I saw the photograph of the gentleman killed outside the grocery store and wondered if, perchance, I had seen him during the numerous times I shopped there and walked past. Here was a man, a father, traveling thousands of miles over water and land to the "land of opportunity", as we know it, to provide a better life for his eighteen-year-old daughter and twenty-three-year-old son, only to have his snuffed out by someone presumably trying to do the same for himself. While I was living in the neighbourhood, the gentleman who ran the little convenience shop around the corner from us, another Chinese immigrant, was slashed in his face late one night. Fortunately, he was able to recover - he returned to his post the next day, as a matter of fact - but it makes one wonder: here is a man with a Ph. D. in Chemistry coming to Canada in hopes of a better life, only to work round-the-clock in perpetual mortal danger in the underbelly of Toronto.
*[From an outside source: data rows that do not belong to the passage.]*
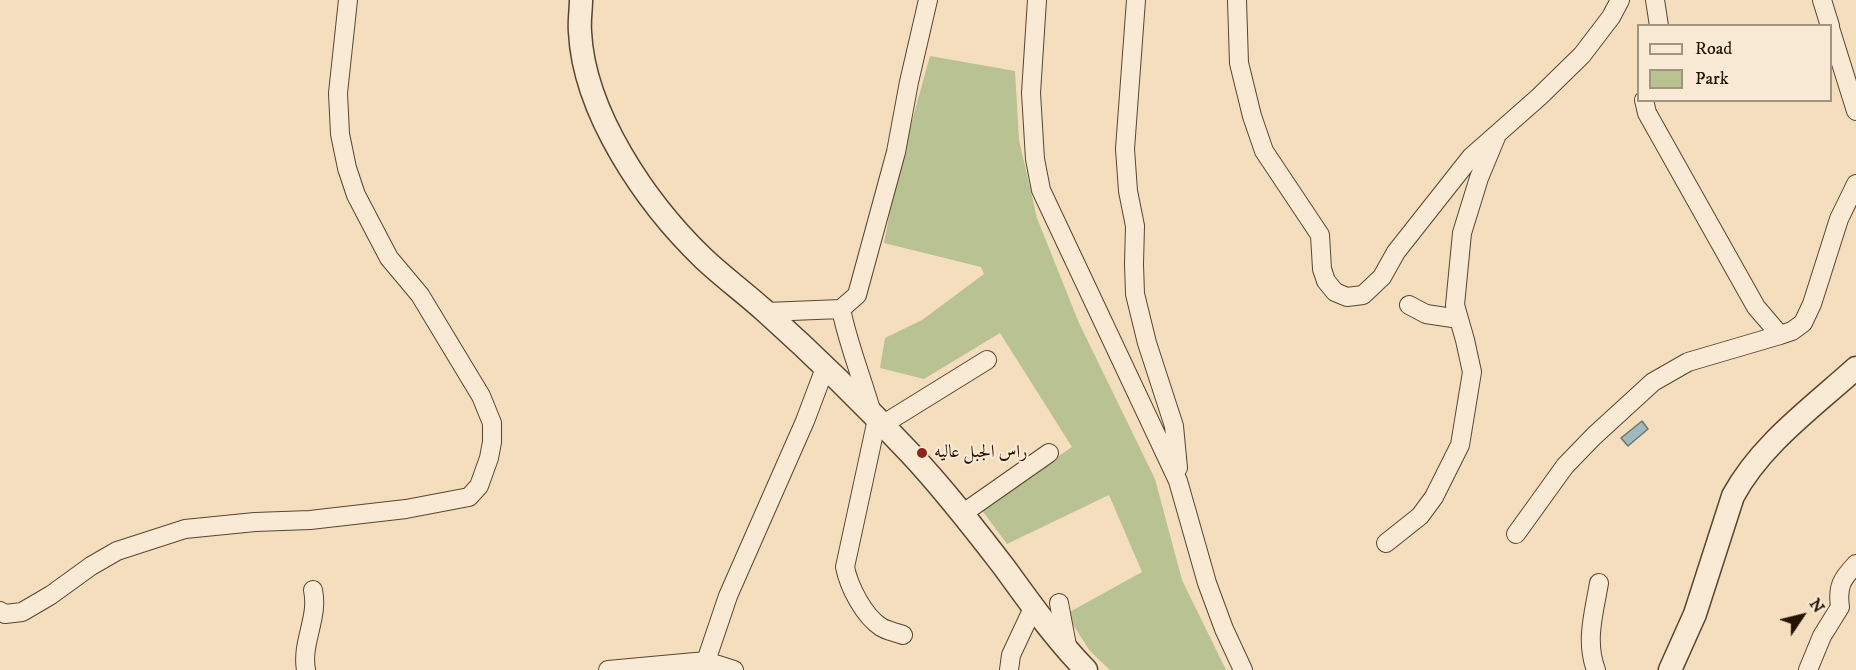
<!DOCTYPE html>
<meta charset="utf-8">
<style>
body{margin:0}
#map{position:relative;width:1856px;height:670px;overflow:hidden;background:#f5debd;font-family:"IM FELL DW Pica",serif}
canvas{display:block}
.legend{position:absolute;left:1637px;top:24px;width:195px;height:78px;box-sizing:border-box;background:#f8ead4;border:2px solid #a3947f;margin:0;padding:8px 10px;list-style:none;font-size:18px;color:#231300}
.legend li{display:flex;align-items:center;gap:12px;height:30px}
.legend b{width:30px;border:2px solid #a3947f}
.north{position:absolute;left:1772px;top:586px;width:60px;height:60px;-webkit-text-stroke:4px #f8ead4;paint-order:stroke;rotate:55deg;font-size:16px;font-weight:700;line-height:24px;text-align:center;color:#231300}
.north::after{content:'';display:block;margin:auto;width:21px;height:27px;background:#231300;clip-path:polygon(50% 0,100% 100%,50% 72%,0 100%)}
</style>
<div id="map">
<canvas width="1856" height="670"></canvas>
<ul class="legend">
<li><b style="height:8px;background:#f8ead4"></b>Road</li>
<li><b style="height:16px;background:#b9c293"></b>Park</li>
</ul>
<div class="north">N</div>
</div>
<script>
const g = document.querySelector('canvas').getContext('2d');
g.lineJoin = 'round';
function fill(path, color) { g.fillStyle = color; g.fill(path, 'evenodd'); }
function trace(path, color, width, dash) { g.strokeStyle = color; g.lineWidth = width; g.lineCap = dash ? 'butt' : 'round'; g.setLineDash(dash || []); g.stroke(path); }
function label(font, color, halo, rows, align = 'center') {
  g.font = font + ' "IM FELL DW Pica",Amiri,serif'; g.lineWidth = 4.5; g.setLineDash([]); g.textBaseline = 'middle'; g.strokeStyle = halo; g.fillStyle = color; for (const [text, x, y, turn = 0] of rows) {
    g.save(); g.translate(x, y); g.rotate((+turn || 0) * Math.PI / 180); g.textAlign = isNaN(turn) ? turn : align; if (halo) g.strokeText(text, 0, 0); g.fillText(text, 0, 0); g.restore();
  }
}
const green = new Path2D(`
 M 930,56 L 1015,71 L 1019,140 L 1037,218 L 1079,323 L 1155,479 L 1182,580 L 1226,670 L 1110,670 L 1090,651 L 1066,614 L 1142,572 L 1109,495 L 1007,544 L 981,509 L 1072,447 L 1000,333 L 924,379 L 880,368 L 885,338 L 922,320 L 984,274 L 981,267 L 884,243 L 897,175 Z`);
const water = new Path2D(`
 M 1642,421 L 1648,429 L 1628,446 L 1621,438 Z`);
const minor = new Path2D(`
 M 1037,0 L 1031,93 L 1035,159 L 1041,190 L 1178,481 L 1207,583 L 1224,629 L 1243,670
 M 1136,0 L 1125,149 L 1128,191 L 1135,226 L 1134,264 L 1135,294 L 1147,343 L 1174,426 L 1178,468
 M 1237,0 L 1239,63 L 1252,116 L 1264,151 L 1320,235 L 1322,269 L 1326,281 L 1335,292 L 1347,297 L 1363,295 L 1382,277 L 1396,252 L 1471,157 L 1539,97 L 1582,55 L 1611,17 L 1620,0
 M 1655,0 L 1659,26
 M 1822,0 L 1830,26
 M 1830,28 L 1856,111
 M 1644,100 L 1647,113 L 1756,307 L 1780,335 L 1792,331 L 1803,323 L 1812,304 L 1839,219 L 1856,184
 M 1409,305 L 1426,314 L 1459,319
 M 841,309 C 848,344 862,378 872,413
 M 766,312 L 841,309 L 857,295 L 896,152 L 909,82 L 928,0
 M 877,419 L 845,567 C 849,587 864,616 881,627 C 887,631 896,632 903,635
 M 882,425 L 987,360
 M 962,514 L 1049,453
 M 1516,534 L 1565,466 L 1594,436 L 1653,382 L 1688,362 L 1780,335
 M 1386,543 L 1420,516 L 1434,497 L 1460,445 L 1472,372 L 1465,340 L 1455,305 L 1462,233 L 1479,178 L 1496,137
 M 1059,603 L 1068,651
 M 0,611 L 5,614 L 22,612 L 51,595 L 91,566 L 117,551 L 185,529 L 255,522 L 310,520 L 406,509 L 469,497 L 479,486 L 489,458 L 492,442 L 492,423 L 481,396 L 420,295 L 389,258 L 356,195 L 347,168 L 340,134 L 338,93 L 348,0
 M 306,670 C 301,642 319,618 313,590
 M 608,670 L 706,661 L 734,670
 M 703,670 L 728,596 L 805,421 L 825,368
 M 1009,670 L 1011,655 L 1033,608
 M 1596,670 C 1585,641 1594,613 1599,583
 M 1808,670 L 1822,636 L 1840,607 C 1837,586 1842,579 1856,564`);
const tertiary = new Path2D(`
 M 581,0 C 581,10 579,21 580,32 C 584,113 646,203 703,258 C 723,277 745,293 766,312 C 815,356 863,403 909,452 C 943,488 974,528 1004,567 C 1030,603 1055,638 1086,670
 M 1670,670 L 1695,614 L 1733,496 C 1761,444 1813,407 1856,368`);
const markers = [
 [922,453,6,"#8f2418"]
];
const poiNames = [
 ["راس الجبل عاليه",934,453]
];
fill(green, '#b9c293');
fill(water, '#9fbaba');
trace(water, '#6d7770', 1.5);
trace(minor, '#58462f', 20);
trace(tertiary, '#58462f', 25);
trace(minor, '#f8ead4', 18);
trace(tertiary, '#f8ead4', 22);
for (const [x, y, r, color] of markers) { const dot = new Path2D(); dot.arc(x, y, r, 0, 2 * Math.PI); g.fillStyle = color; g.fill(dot); trace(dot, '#f8ead4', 2); }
label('18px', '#231300', '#f8ead4', poiNames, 'left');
</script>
As for the other gentleman, countless times have I treaded over the spot of cold, hard concrete on which he died; not one of those times did I wonder if some unruly customer brandishing a pistol would be thrown out of the club into my path, but here we are. This man was also a father; now, his life is no more, for a couple of young men thought to right a perceived wrong through lethal means.

I can't say I'm at all surprised at the outrage expressed by members of the public in the wake of these shootings. It's easy to lash out at these perpetrators and demand their heads on a row of pikes. Here is one such reaction:

""When people start pulling this stuff in broad daylight without any regard for citizens because they don't care, because they know they're going to get a slap on the wrist...that's the problem".

An interesting choice of words, to say the least, though who am I to comment, having not lost a loved one in such a senseless manner? How can I say my reaction would not be vitriolic? Nonetheless, I must say this: it may come as a shock to many of you, but murderers are often branded as "heroes". Had this been a battlefield in Iraq, or Afghanistan, or Haïti, or Sudan, or Somalia, or Colombia, or any other territory whose resources we seek to conquer, the assailants would be commended for their bravery and patriotism, while the likes of Messrs. Hou Chang Mao and John O'Keefe graced with the moniker "collateral damage".

Yes, these events have everything to do with the wars in which we engage. I don't bring this up for the sake of climbing atop my Lefty soap box: I do it because the theme underlying murder at home and warfare abroad is the belief that violence will solve our problems, right our wrongs. When Presidents and Prime Ministers decry the need to murder people before they murder us, we nod our heads in agreement, and who can blame us? We don't want that shit pipe to backwash into our backyard. But when it does, we fail to see it for what it is: the same length of pipe connecting the shit over there to the shit here.

The taking of lives, no matter by whose hand, no matter by whose order, still reeks of the same decay. If we want this to stop, we best ask ourselves the right questions before attempting to answer them.

1 Comments:

At 19/1/08 20:51, Anonymous Anonymous said...

I definitely agree that our country has a problem with extreme violence, but I doubt that problem will ever be solved. Gang violence has been around since before anyone can imagine & it will be around until the end of time. Unfortunately, there isn't a scenario out there in which gang members will lay their weapons down & call a 'truse'... I'm not saying that's okay, I wish we all could live & get along but I've just accepted the fact that matters such as this are out of my hands & can't be changed. But as for losing someone close to you due to something like that, everyone has different reactions when something like that happens. Some people are nothing but depressed, some people act out in violence, others just don't seem to show much of anything but everyone can understand where the other person is coming from... Losing someone close to you, regardless of the circumstance, is always hard & life changing.